I have previously explained a number of use cases for dataflows. One really useful case for it is to use dataflow for slow data sources. In this short article and video, I’ll explain how this works.
What is a dataflow?
Dataflow is a Power Query process that runs in the cloud and stores the result of the transformation into storage. I have explained about dataflow previously:
Slow data source
Some data sources are working very slow. Sometimes it is the problem with the data source engine. sometimes, it might be the connector issue, sometimes it might be a limitation on the data source (such as the number of API calls in a time period). All of these situations cause the refresh of the Power BI report to become really slow because it has to wait for the data source’s response.
No matter what caused the data source to be slow (the old technology, performance issues, slow connector, limitations, etc), it will cause the data refresh of the Power BI dataset to become slow. Even if you have an incremental refresh setup, it might not still help much, because sometimes the query folding doesn’t happen. Slow refresh time will not only be bad for the service, but it will be also bad for the developer who has to wait a long time for the data to be available after each refresh.
Dataflow as an intermediate storage
You can use dataflow as an intermediate storage for the slow data source. Even if no transformations is needed, it can help to move the slow refresh to the dataflow side.

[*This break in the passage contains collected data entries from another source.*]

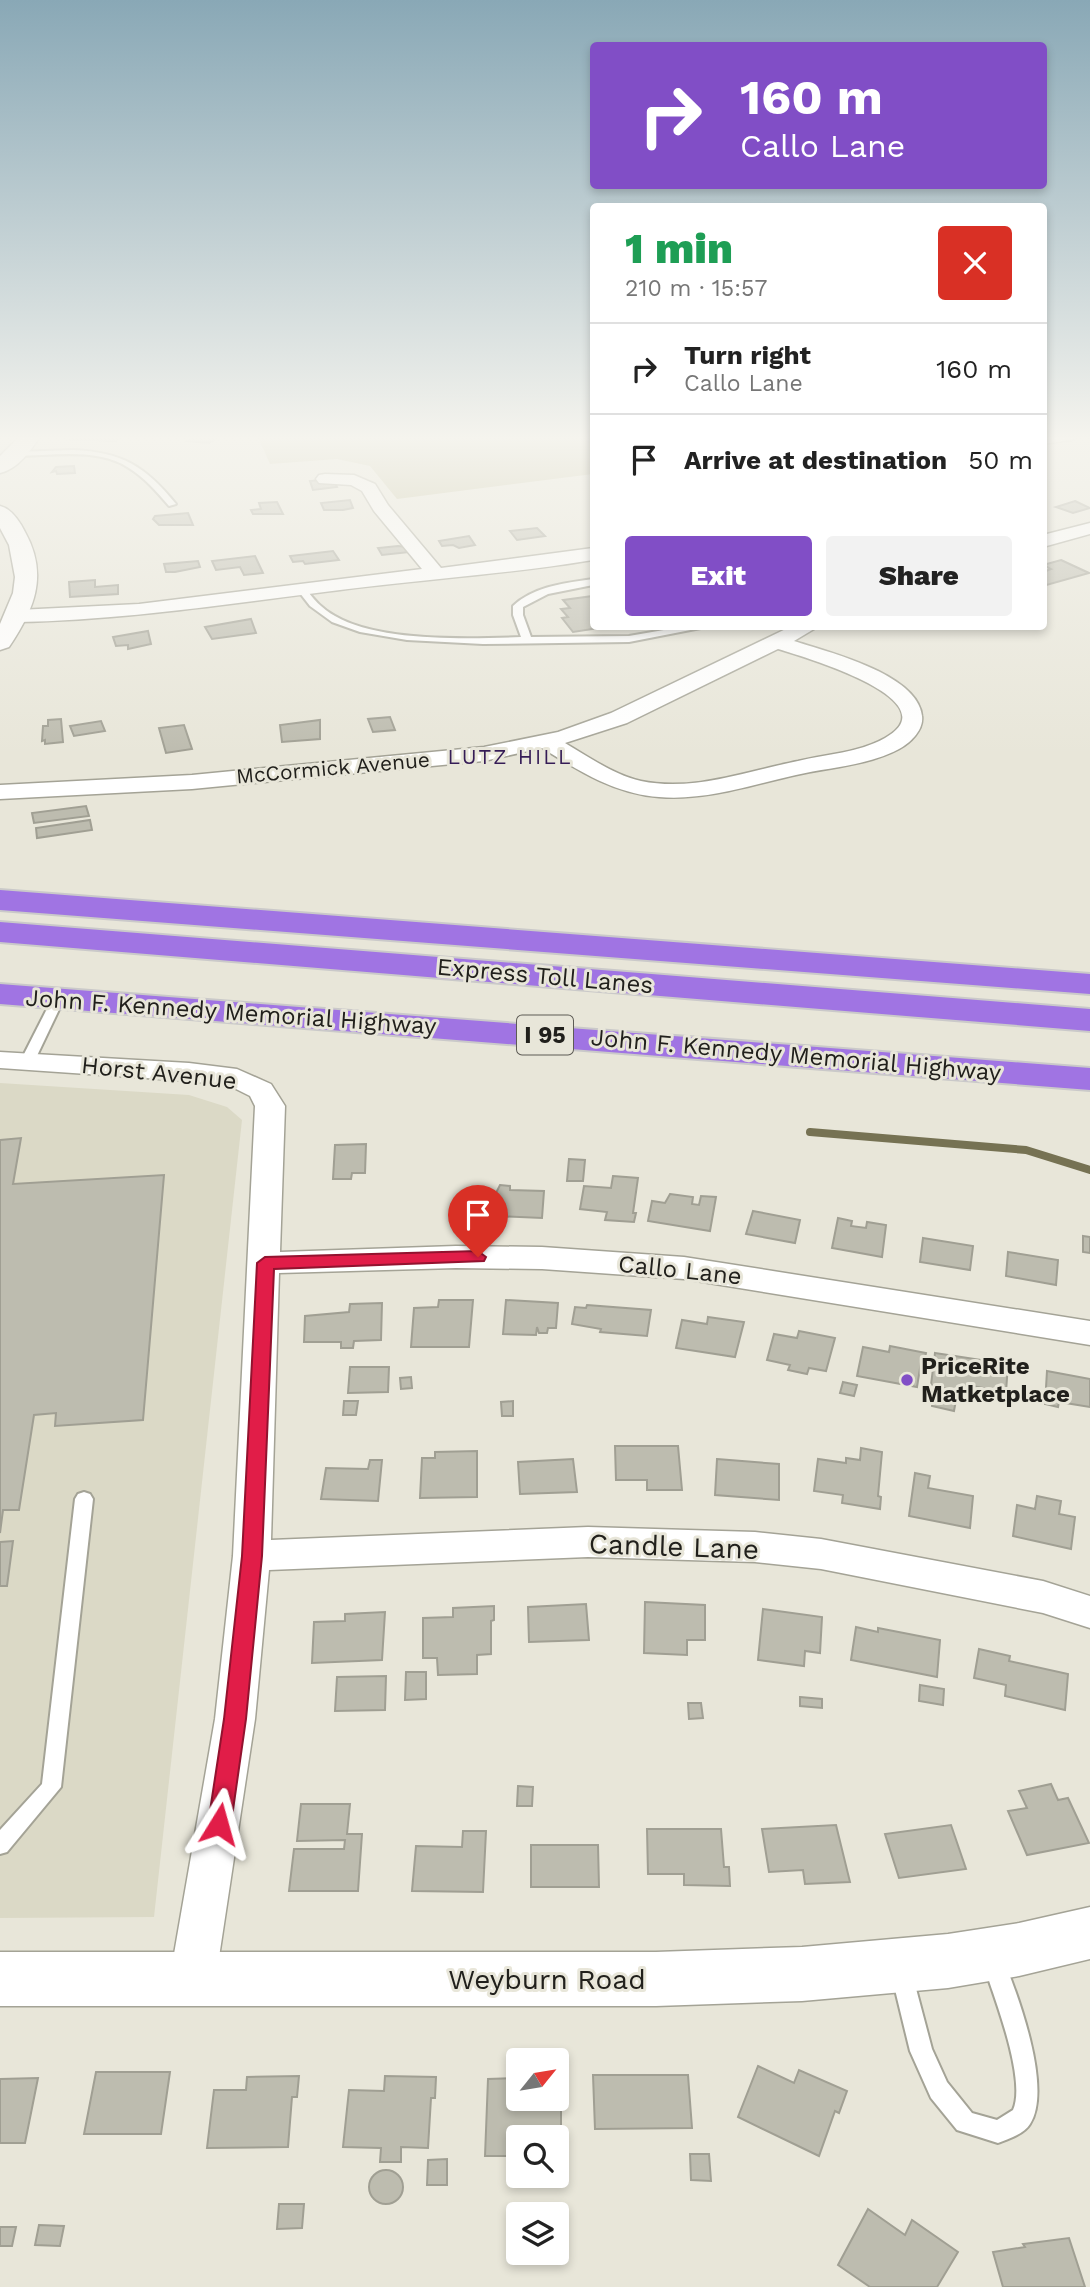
<!DOCTYPE html>
<meta charset="utf-8">
<style>
:root{--surface:#fff;--page:#f2f2f2;--text:#222;--muted:#767676;--line:#e0e0e0;--accent:#814ec6}
body{margin:0;font-family:"Work Sans",sans-serif;background:var(--page);color:var(--text);height:100vh;display:flex;flex-direction:column;font-size:26px;white-space:nowrap}
*{box-sizing:border-box;margin:0}
p{font-size:23px;color:var(--muted)}
.icon{flex:none;width:38px;height:38px;fill:none;stroke:currentColor;stroke-width:2;stroke-linecap:round;stroke-linejoin:round}
.map{position:relative;flex:1;overflow:hidden}
.panel{position:absolute;left:590px;top:203px;width:457px;height:427px;display:flex;flex-direction:column;background:var(--surface);border-radius:7px;box-shadow:0 4px 10px #0003}
.panel>*{flex:none}
.hud{position:absolute;left:590px;top:42px;width:457px;height:147px;border-radius:7px;box-shadow:0 4px 10px #0003;background:#814ec6;color:#fff;overflow:hidden}
.needle{width:46px;rotate:60deg}
.tools{position:absolute;left:506px;top:2048px;display:grid;gap:14px}
.tools a{display:grid;place-items:center;width:63px;height:63px;border-radius:7px;background:var(--surface);box-shadow:0 4px 10px #0003;font-size:35px}
.pin{position:absolute;display:grid;place-items:center;width:60px;height:60px;color:#fff;margin:-72px -30px;border-radius:50% 50% 50% 0;rotate:-45deg;box-shadow:0 0 7px #0007}
.pin .icon{rotate:45deg}
.me{position:absolute;width:77px;margin:-38px;rotate:8deg;stroke-linejoin:round;filter:drop-shadow(0 0 5px #0008)}
.turn{display:flex;align-items:center;gap:24px;height:147px;padding:0 35px;font-size:32px}
.turn .icon{width:91px;height:91px;stroke-width:2.5}
.turn b{display:block;font-size:49px;line-height:60px}
.round{display:grid;place-items:center;flex:none;width:74px;height:74px;border-radius:7px;background:var(--page)}
.summary{display:flex;align-items:center;justify-content:space-between;height:119px;padding:0 35px}
h1{font-size:42px;font-weight:800;line-height:52px;color:#1e9e55}
.button{display:flex;gap:14px;margin-top:auto;padding:14px 35px}
.button a{flex:1;height:80px;border-radius:7px;background:var(--accent);color:#fff;font-size:28px;font-weight:800;line-height:80px;text-align:center}
.button a+a{background:var(--page);color:var(--text)}
ul{padding:0;list-style:none}
li{display:flex;align-items:center;gap:21px;height:91px;padding:0 35px;border-top:2px solid var(--line)}
li div{flex:1}
li b{display:block;font-size:26px}
li em{font-style:normal}
.map>svg:first-child{display:block}
.built{fill:#dbd9c6}
.green{fill:#c3c09c}
.lines{fill:none;stroke-linecap:round;stroke-linejoin:round}
.stream{stroke:#767253;stroke-width:8}
.building{fill:#bdbcaf;stroke:#a09f93;stroke-width:2}
.service-casing{stroke:#a4a396;stroke-width:4}
.minor-casing{stroke:#a4a396;stroke-width:3}
.tertiary-casing{stroke:#a4a396;stroke-width:3}
.motorway-casing{stroke:#cac9c9;stroke-width:4}
.path{stroke:#aba99f;stroke-width:2.5;stroke-dasharray:3.5 3.5;stroke-linecap:butt}
.service{fill:#fff;fill-rule:evenodd}
.minor{fill:#fff;fill-rule:evenodd}
.tertiary{fill:#fff;fill-rule:evenodd}
.motorway{fill:#a074e3;fill-rule:evenodd}
.route{fill:#e11d48;stroke:#92132f;stroke-width:2}
.poi-dot{fill:#814ec6;stroke:#e8e6d9;stroke-width:2.5}
.labels{text-anchor:middle;stroke-width:6;stroke-linejoin:round;paint-order:stroke}
.far-neighbourhood-label{font-size:21px;letter-spacing:2px;fill:#351c56;stroke:#e8e6d9}
.far-street-label{font-size:21px;fill:#21201c;stroke:#e8e6d9}
.shield{fill:#e8e6d9;stroke:#5d5b55;stroke-width:2}
.shield-label{font-size:23px;font-weight:bold;fill:#21201c}
.street-label{font-size:24px;fill:#21201c;stroke:#e8e6d9}
.poi-label{font-size:24px;font-weight:bold;fill:#21201c;stroke:#e8e6d9;text-anchor:start}
.near-street-label{font-size:28px;fill:#21201c;stroke:#e8e6d9}
</style>
<div class="map">
<svg width="1090" height="2287" viewBox="0 0 1090 2287">
<rect width="100%" height="100%" fill="#e8e6d9"/>
<path class="built" d="M0,1083L189,1095L227,1107L242,1120L154,1917L0,1918Z"/>
<path class="green" d="M257,435H593V474L397,499L370,466L337,459L270,464Z"/>
<g class="lines">
<path class="stream" d="M810,1132L1026,1150L1090,1170"/>
</g>
<g class="building">
<path d="M74,435H121L116,441L70,439Z"/>
<path d="M196,436H205L217,438L209,443L187,441Z"/>
<path d="M74,466L75,473L57,474L56,471L52,472L56,467Z"/>
<path d="M329,479L334,481L337,487L313,490L310,481Z"/>
<path d="M350,500L353,508L343,510H324L321,503Z"/>
<path d="M1075,501L1090,508L1073,513L1056,507Z"/>
<path d="M277,502L283,514H253L251,510L261,509L259,503Z"/>
<path d="M188,513L193,525H159L153,519L155,516Z"/>
<path d="M537,528L545,536L517,540L510,531Z"/>
<path d="M469,536L475,545L459,548L453,545L442,546L439,541Z"/>
<path d="M398,546L407,547L410,552L382,555L378,548Z"/>
<path d="M333,551L339,560L305,564L303,561L293,562L290,556Z"/>
<path d="M255,556L263,573L244,575L240,567L216,570L212,561Z"/>
<path d="M1061,560L1089,573L1043,586V572L1051,569L1043,565Z"/>
<path d="M198,561L200,567L175,572H166L164,564Z"/>
<path d="M95,580V587L118,585V594L70,597L69,582Z"/>
<path d="M593,596V626H612L573,632L562,618L568,617L561,609L570,608L563,600Z"/>
<path d="M251,619L256,633L212,639L205,627Z"/>
<path d="M148,631L151,644L128,649V645L116,646L113,637Z"/>
<path d="M390,717L395,730L373,732L368,719Z"/>
<path d="M61,719L63,742L45,744V740L42,741L43,726H48V720Z"/>
<path d="M320,720V739L282,742L280,725Z"/>
<path d="M101,721L105,731L74,736L70,726Z"/>
<path d="M184,725L192,749L166,753L159,728Z"/>
<path d="M86,806L89,816L34,823L32,813Z"/>
<path d="M90,820L92,830L37,838L36,828Z"/>
<path d="M21,1138L13,1184L164,1175L143,1420L55,1426L56,1413L34,1415L19,1510H3L0,1533V1140Z"/>
<path d="M366,1144L365,1173H352L351,1179H333L335,1145Z"/>
<path d="M569,1159L585,1160L583,1181H567Z"/>
<path d="M613,1176L638,1178L633,1213H636L634,1222L605,1220L607,1212L580,1209L584,1186L611,1188Z"/>
<path d="M500,1185L510,1186V1190L544,1191L542,1218L494,1216L495,1205L487,1204V1195H495Z"/>
<path d="M670,1194L693,1197L692,1204L699,1205L701,1196L716,1197L710,1231L648,1221L652,1201L665,1203Z"/>
<path d="M753,1211L800,1220L795,1243L746,1234Z"/>
<path d="M838,1218L852,1221L851,1226L866,1228L867,1222L886,1225L882,1257L832,1248Z"/>
<path d="M1083,1236L1090,1237V1253L1083,1252Z"/>
<path d="M923,1238L973,1246L970,1270L920,1262Z"/>
<path d="M1008,1252L1058,1260L1056,1285L1006,1276Z"/>
<path d="M439,1300H473L469,1347H411L414,1308L438,1307Z"/>
<path d="M506,1300L558,1303L556,1328H548L547,1333H539L537,1327L536,1335L503,1334Z"/>
<path d="M382,1303L381,1340L354,1341L353,1348H341V1342H304L305,1316L349,1312L350,1304Z"/>
<path d="M587,1305L651,1310L647,1336L600,1332L601,1329L572,1324L575,1307L586,1308Z"/>
<path d="M708,1317L744,1322L735,1357L676,1348L682,1320L707,1324Z"/>
<path d="M799,1331L835,1338L826,1371L809,1368L807,1374L788,1370L790,1365L767,1360L774,1334L797,1338Z"/>
<path d="M890,1346L926,1353L924,1362H921L917,1387L857,1376L863,1347L889,1352Z"/>
<path d="M935,1353L1008,1364L1006,1392L966,1385L965,1393L931,1385Z"/>
<path d="M350,1367H389L388,1392L348,1393Z"/>
<path d="M1047,1371L1090,1379V1407L1059,1402L1058,1407L1045,1404Z"/>
<path d="M411,1377L412,1388L401,1389L400,1378Z"/>
<path d="M843,1382L857,1385L854,1396L840,1393Z"/>
<path d="M933,1395L956,1400L954,1411L932,1406Z"/>
<path d="M344,1401H358L356,1415H343Z"/>
<path d="M513,1401V1416H502L501,1402Z"/>
<path d="M615,1446H678L682,1490H647V1480H616Z"/>
<path d="M861,1448L882,1452L878,1496L881,1497L880,1509L842,1503L843,1495L814,1491L818,1459L846,1463V1458L860,1460Z"/>
<path d="M477,1451V1497L420,1498L422,1458H435V1452Z"/>
<path d="M573,1459L577,1492L520,1494L518,1462Z"/>
<path d="M717,1459L779,1464V1500L715,1495Z"/>
<path d="M370,1460H382L378,1501L321,1499L326,1468L368,1469Z"/>
<path d="M915,1473L930,1476L928,1488L973,1496L970,1528L909,1516Z"/>
<path d="M1037,1496L1061,1501L1059,1514L1075,1517L1071,1549L1013,1536L1017,1505L1035,1509Z"/>
<path d="M13,1541L7,1586H0V1542Z"/>
<path d="M645,1602L705,1605V1640H687V1655L644,1653Z"/>
<path d="M586,1604L589,1640L529,1642L528,1607Z"/>
<path d="M494,1606V1620L491,1621V1654L477,1655V1674L438,1675L437,1658H423V1618L453,1617V1608Z"/>
<path d="M763,1609L822,1617L820,1653L805,1651L804,1666L758,1660Z"/>
<path d="M385,1612L382,1660L312,1663L314,1622L345,1621V1614Z"/>
<path d="M856,1627L878,1632V1628L940,1640L937,1677L851,1660Z"/>
<path d="M979,1649L1010,1656L1009,1661L1068,1674L1065,1710L1005,1696L1006,1685L974,1678Z"/>
<path d="M406,1672H426V1699L405,1700Z"/>
<path d="M386,1676L385,1710L335,1711L337,1677Z"/>
<path d="M920,1685L944,1689L943,1705L919,1701Z"/>
<path d="M800,1697L822,1699V1708L800,1706Z"/>
<path d="M688,1703H701L703,1718L689,1719Z"/>
<path d="M1051,1784L1058,1800L1068,1798L1089,1843L1027,1855L1008,1811L1027,1808L1019,1791Z"/>
<path d="M518,1786L533,1787L532,1806H517Z"/>
<path d="M301,1804H350L347,1834H362L358,1891H289L294,1849H344L345,1840L297,1841Z"/>
<path d="M836,1825L850,1882L805,1884L803,1870L769,1872L762,1829Z"/>
<path d="M951,1825L966,1869L899,1878L885,1834Z"/>
<path d="M647,1829H721L724,1867H729L730,1886L684,1885V1874H648Z"/>
<path d="M463,1831H486L483,1892L412,1891L416,1846L462,1847Z"/>
<path d="M531,1845H598L599,1887H531Z"/>
<path d="M758,2066L794,2083L799,2070L847,2091L839,2113L835,2111L819,2156L738,2117Z"/>
<path d="M96,2072H170L161,2134H84Z"/>
<path d="M593,2075H688L692,2128L595,2129Z"/>
<path d="M299,2076L297,2097H292L288,2147L207,2148L214,2090H246L247,2077Z"/>
<path d="M385,2076L436,2077L435,2098H431L428,2148L401,2147V2162H380L381,2148L343,2147L349,2090L384,2091Z"/>
<path d="M38,2078L25,2143H0V2079Z"/>
<path d="M518,2078V2098H556V2078H561V2134H514L513,2156H485L488,2079Z"/>
<path d="M690,2154H709L711,2181L691,2180Z"/>
<path d="M447,2159V2185H427L428,2160Z"/>
<circle cx="386" cy="2187" r="17"/>
<path d="M279,2204H304L302,2228L277,2229Z"/>
<path d="M868,2209L905,2235L912,2220L958,2252L937,2287H870L838,2265Z"/>
<path d="M39,2225L64,2226L60,2246L35,2245Z"/>
<path d="M0,2227H16L12,2246H0Z"/>
<path d="M1069,2238L1085,2287H1003L993,2252L1025,2247L1023,2244Z"/>
</g>
<g class="lines">
<g class="service-casing">
<g id="service">
<path d="M73,450C122,452 145,466 176,504L169,506C157,492 145,478 129,468C97,447 52,456 16,456L12,454L16,452Z"/>
<path d="M593,579V585L548,594L523,607V615L531,637L629,636L687,626H711L629,642L483,644L407,640L360,632L332,622L310,606L296,588L304,586C312,598 322,609 335,616C379,642 470,639 521,637L513,615V606C534,586 566,583 593,579Z"/>
<path d="M58,995L64,999L34,1062L32,1065H22L20,1062L52,999Z"/>
<path d="M84,1492L90,1494L93,1499L61,1787L7,1852L0,1854V1830L42,1784L75,1499L78,1494Z"/>
<path d="M993,1951L1001,1954C1017,1992 1053,2088 1030,2124C1024,2134 1008,2139 998,2143L957,2130L931,2098L910,2051L891,1973L894,1966L902,1963L910,1966L932,2049L947,2082L972,2113L997,2120L1013,2110C1027,2080 993,1993 982,1961L985,1954Z"/>
</g>
</g>
<g class="minor-casing">
<g id="minor">
<path d="M1043,435H1079L1071,440L1043,444Z"/>
<path d="M325,474L354,475L375,484L388,505L441,568L593,548V560C509,574 425,579 340,590C233,603 126,620 18,622L11,620L8,616L11,612L18,610L139,604L422,569L374,511L362,491L351,485L319,483L316,479L319,475Z"/>
<path d="M1090,523V534L1043,547V535Z"/>
<path d="M792,626H819L794,641C828,652 918,674 922,716C924,730 910,743 899,749C867,766 830,767 796,775C751,785 705,801 659,797C615,794 579,771 542,748L484,761L192,789L0,799V785L192,775L484,747L558,732L611,713ZM778,649C801,656 953,700 885,738C858,753 827,754 798,761C747,771 694,792 641,781C614,775 589,757 565,743L627,723Z"/>
<path d="M0,1052L189,1063L237,1069L271,1084L285,1106L280,1252L456,1246L542,1247L684,1257L1090,1321V1345L684,1279L542,1269L456,1268L279,1273L271,1540L588,1527L755,1532L821,1539L1043,1581L1090,1596V1628L1043,1613L821,1569L755,1562L588,1557L269,1570L255,1719L216,1977L209,1993L193,1999L177,1993L170,1977L215,1719L233,1556L255,1106L250,1096L230,1086L189,1081L0,1068Z"/>
</g>
</g>
<g class="tertiary-casing">
<g id="tertiary">
<path d="M21,435H41C31,450 18,469 0,473V456Z"/>
<path d="M0,506C12,509 20,522 25,532C49,575 34,610 9,647L0,650V624L13,593L15,577L9,545L0,528Z"/>
<path d="M1090,1907V1959L1019,1976L948,1988L802,2001L656,2006H0V1952H656L802,1947L948,1934L1019,1923Z"/>
</g>
</g>
<g class="motorway-casing">
<g id="motorway">
<path d="M0,890L1090,974V994L0,910Z"/>
<path d="M0,922L1090,1009V1031L0,942Z"/>
<path d="M0,984L1090,1068V1090L0,1004Z"/>
</g>
</g>
<path class="path" d="M574,435L593,444"/>
<use href="#service" class="service"/>
<use href="#minor" class="minor"/>
<use href="#tertiary" class="tertiary"/>
<use href="#motorway" class="motorway"/>
</g>
<linearGradient id="sky" x2="0" y2="1"><stop stop-color="#89a8b6"/><stop offset="0.58" stop-color="#f5f4ee"/><stop offset="1" stop-color="#f5f4ee" stop-opacity="0"/></linearGradient>
<rect width="1090" height="755" fill="url(#sky)"/>
<path class="route" d="M478,1251L486,1257L484,1261L274,1269L262,1556L246,1719L231,1824L227,1831L219,1834L211,1831L208,1824L224,1719L242,1556L257,1263L265,1257Z"/>
<circle class="poi-dot" cx="907" cy="1380" r="7"/>
<g class="labels">
<g class="far-neighbourhood-label">
<text x="510" y="764">LUTZ HILL</text>
</g>
<g class="far-street-label">
<text transform="translate(333 768) rotate(-5)" y="7">McCormick Avenue</text>
</g>
<rect class="shield" x="517" y="1015.5" width="56" height="39" rx="5"/>
<g class="shield-label">
<text x="545" y="1043">I 95</text>
</g>
<g class="street-label">
<text transform="translate(545 976) rotate(5)" y="8">Express Toll Lanes</text>
<text transform="translate(231 1012) rotate(4)" y="8">John F. Kennedy Memorial Highway</text>
<text transform="translate(796 1055) rotate(5)" y="8">John F. Kennedy Memorial Highway</text>
<text transform="translate(159 1073) rotate(6)" y="8">Horst Avenue</text>
<text transform="translate(680 1270) rotate(6)" y="8">Callo Lane</text>
</g>
<g class="poi-label">
<text x="921" y="1374">PriceRite<tspan x="921" dy="28">Matketplace</tspan></text>
</g>
<g class="near-street-label">
<text transform="translate(674 1546) rotate(2)" y="10">Candle Lane</text>
<text x="547" y="1989">Weyburn Road</text>
</g>
</g>
</svg>
<div class="tools">
<a><svg class="needle" viewBox="-14 -14 28 28"><path d="M0-13l5 13h-10z" fill="#e53935"/><path d="M0 13l5-13h-10z" fill="#767676"/></svg></a>
<a><svg class="icon" aria-label="search" viewBox="0 0 24 24"><circle cx="10" cy="10" r="6"/><path d="M15 15l6 6"/></svg></a>
<a><svg class="icon" aria-label="layers" viewBox="0 0 24 24"><path d="M12 4l9 5-9 5-9-5zM3 14l9 5 9-5"/></svg></a>
</div>
<div class="pin" style="left:478px;top:1257px;background:#d93025"><svg class="icon" aria-label="arrive" viewBox="0 0 24 24"><path d="M6 21V4h12l-3 4 3 4H6"/></svg></div>
<svg class="me" style="left:219px;top:1824px" viewBox="-20 -20 40 40"><path d="M0-17L14 15 0 8-14 15z" fill="#e11d48" stroke="#fff" stroke-width="4"/></svg>
<div class="hud">
<div class="turn"><svg class="icon" aria-label="right" viewBox="0 0 24 24"><path d="M7 20v-9h11M14 6l5 5-5 5"/></svg><div><b>160 m</b>Callo Lane</div></div>
</div>
<section class="panel">
<div class="summary"><div><h1>1 min</h1><p>210 m · 15:57</p></div><a class="round" style="background:#d93025;color:#fff"><svg class="icon" aria-label="close" viewBox="0 0 24 24"><path d="M6 6l12 12M18 6L6 18"/></svg></a></div>
<ul>
<li><svg class="icon" aria-label="right" viewBox="0 0 24 24"><path d="M7 20v-9h11M14 6l5 5-5 5"/></svg><div><b>Turn right</b><p>Callo Lane</p></div><em>160 m</em></li>
<li><svg class="icon" aria-label="arrive" viewBox="0 0 24 24"><path d="M6 21V4h12l-3 4 3 4H6"/></svg><div><b>Arrive at destination</b></div><em>50 m</em></li>
</ul>
<div class="button"><a>Exit</a><a>Share</a></div>
</section>
</div>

This will not make the refresh of dataflow fast, but because Power BI will be using dataflow as a data source, the Power BI refresh time would be faster. Even if the dataflow is just ingesting the data from the data source and not doing any transformations, still this method will be helpful from the Power BI side. This is a method I also explained here:
In fact, you are not making the whole process faster. However, from Power BI side, this will be much faster, because the slow data source is now separated from the rest of the solution.